** YOUR GOAL **
Give the number of lines below with "BUREN" in them, leaving out anything else.

** EXTRACTED RECORDS **

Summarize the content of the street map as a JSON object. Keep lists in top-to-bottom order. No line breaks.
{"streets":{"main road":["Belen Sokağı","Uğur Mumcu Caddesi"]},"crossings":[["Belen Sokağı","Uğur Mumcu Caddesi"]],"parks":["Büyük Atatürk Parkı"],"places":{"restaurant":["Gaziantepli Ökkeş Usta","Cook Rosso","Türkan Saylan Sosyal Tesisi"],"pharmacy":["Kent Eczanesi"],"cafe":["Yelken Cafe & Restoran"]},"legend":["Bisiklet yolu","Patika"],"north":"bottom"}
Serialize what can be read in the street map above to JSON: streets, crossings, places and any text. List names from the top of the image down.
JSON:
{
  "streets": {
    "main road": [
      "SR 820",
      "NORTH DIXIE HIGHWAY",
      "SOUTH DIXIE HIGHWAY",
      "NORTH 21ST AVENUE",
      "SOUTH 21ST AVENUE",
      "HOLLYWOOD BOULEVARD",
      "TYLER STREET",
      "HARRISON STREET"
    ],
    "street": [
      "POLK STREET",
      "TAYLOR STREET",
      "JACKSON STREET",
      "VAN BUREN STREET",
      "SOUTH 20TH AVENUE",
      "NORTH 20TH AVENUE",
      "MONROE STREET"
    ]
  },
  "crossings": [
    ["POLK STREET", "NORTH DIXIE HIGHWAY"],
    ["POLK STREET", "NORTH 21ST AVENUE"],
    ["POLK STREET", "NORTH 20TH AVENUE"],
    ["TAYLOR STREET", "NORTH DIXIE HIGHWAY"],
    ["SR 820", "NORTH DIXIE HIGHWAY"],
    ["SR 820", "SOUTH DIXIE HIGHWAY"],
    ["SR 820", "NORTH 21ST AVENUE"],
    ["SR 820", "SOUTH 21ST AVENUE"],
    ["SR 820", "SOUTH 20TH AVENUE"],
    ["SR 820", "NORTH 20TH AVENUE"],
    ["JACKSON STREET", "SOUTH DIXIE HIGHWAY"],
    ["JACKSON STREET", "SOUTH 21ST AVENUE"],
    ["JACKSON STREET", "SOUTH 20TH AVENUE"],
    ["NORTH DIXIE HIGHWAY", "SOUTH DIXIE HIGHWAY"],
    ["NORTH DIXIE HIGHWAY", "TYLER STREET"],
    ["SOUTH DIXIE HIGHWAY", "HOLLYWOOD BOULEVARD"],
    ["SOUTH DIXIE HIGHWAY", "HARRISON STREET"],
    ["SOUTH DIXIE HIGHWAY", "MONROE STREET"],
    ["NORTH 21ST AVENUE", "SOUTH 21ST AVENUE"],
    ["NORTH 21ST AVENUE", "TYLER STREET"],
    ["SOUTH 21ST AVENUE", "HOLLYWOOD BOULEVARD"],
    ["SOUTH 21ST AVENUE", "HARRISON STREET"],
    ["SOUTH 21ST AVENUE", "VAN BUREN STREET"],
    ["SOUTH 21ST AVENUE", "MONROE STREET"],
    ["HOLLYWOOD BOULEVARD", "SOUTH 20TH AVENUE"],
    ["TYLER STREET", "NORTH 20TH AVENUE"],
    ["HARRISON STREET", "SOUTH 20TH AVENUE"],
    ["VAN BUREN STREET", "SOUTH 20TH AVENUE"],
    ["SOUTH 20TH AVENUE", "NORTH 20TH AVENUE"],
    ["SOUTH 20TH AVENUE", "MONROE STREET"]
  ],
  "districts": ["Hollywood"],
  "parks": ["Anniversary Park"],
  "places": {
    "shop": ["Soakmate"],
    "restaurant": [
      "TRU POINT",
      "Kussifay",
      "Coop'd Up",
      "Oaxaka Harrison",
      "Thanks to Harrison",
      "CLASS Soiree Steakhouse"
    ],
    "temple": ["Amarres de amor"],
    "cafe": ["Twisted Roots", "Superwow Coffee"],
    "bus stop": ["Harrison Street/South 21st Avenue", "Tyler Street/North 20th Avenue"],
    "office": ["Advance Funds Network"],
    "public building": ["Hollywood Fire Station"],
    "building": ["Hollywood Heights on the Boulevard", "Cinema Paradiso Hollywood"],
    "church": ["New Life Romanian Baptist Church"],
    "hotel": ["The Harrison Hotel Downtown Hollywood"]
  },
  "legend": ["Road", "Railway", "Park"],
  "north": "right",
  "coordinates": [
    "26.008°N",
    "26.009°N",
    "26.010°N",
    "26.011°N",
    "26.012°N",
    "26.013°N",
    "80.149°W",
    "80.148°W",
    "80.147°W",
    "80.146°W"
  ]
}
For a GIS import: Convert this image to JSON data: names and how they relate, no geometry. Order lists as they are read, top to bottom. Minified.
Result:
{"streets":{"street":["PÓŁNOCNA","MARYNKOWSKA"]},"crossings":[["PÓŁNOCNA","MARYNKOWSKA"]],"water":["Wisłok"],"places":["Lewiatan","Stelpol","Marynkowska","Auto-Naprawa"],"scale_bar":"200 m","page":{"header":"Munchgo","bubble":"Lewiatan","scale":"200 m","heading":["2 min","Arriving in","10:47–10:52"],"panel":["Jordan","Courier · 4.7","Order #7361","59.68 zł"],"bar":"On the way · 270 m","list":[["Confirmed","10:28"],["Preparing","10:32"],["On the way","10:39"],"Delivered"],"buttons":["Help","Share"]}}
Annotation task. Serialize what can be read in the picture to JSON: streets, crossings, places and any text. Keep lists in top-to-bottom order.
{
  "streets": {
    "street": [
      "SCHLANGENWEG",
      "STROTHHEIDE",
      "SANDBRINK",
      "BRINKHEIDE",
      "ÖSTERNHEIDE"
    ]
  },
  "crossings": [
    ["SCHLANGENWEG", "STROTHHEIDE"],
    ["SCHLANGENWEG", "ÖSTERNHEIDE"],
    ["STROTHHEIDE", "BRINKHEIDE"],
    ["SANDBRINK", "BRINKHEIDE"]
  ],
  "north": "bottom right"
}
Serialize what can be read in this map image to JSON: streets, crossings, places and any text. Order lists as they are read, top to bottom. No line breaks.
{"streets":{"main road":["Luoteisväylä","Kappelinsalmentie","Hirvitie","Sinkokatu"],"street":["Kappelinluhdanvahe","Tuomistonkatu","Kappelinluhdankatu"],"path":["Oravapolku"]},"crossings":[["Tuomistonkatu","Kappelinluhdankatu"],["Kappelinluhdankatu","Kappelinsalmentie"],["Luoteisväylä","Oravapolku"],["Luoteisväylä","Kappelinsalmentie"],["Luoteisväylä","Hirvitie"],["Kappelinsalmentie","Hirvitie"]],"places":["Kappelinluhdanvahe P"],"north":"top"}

** ANSWER TO THE PROBLEM **
3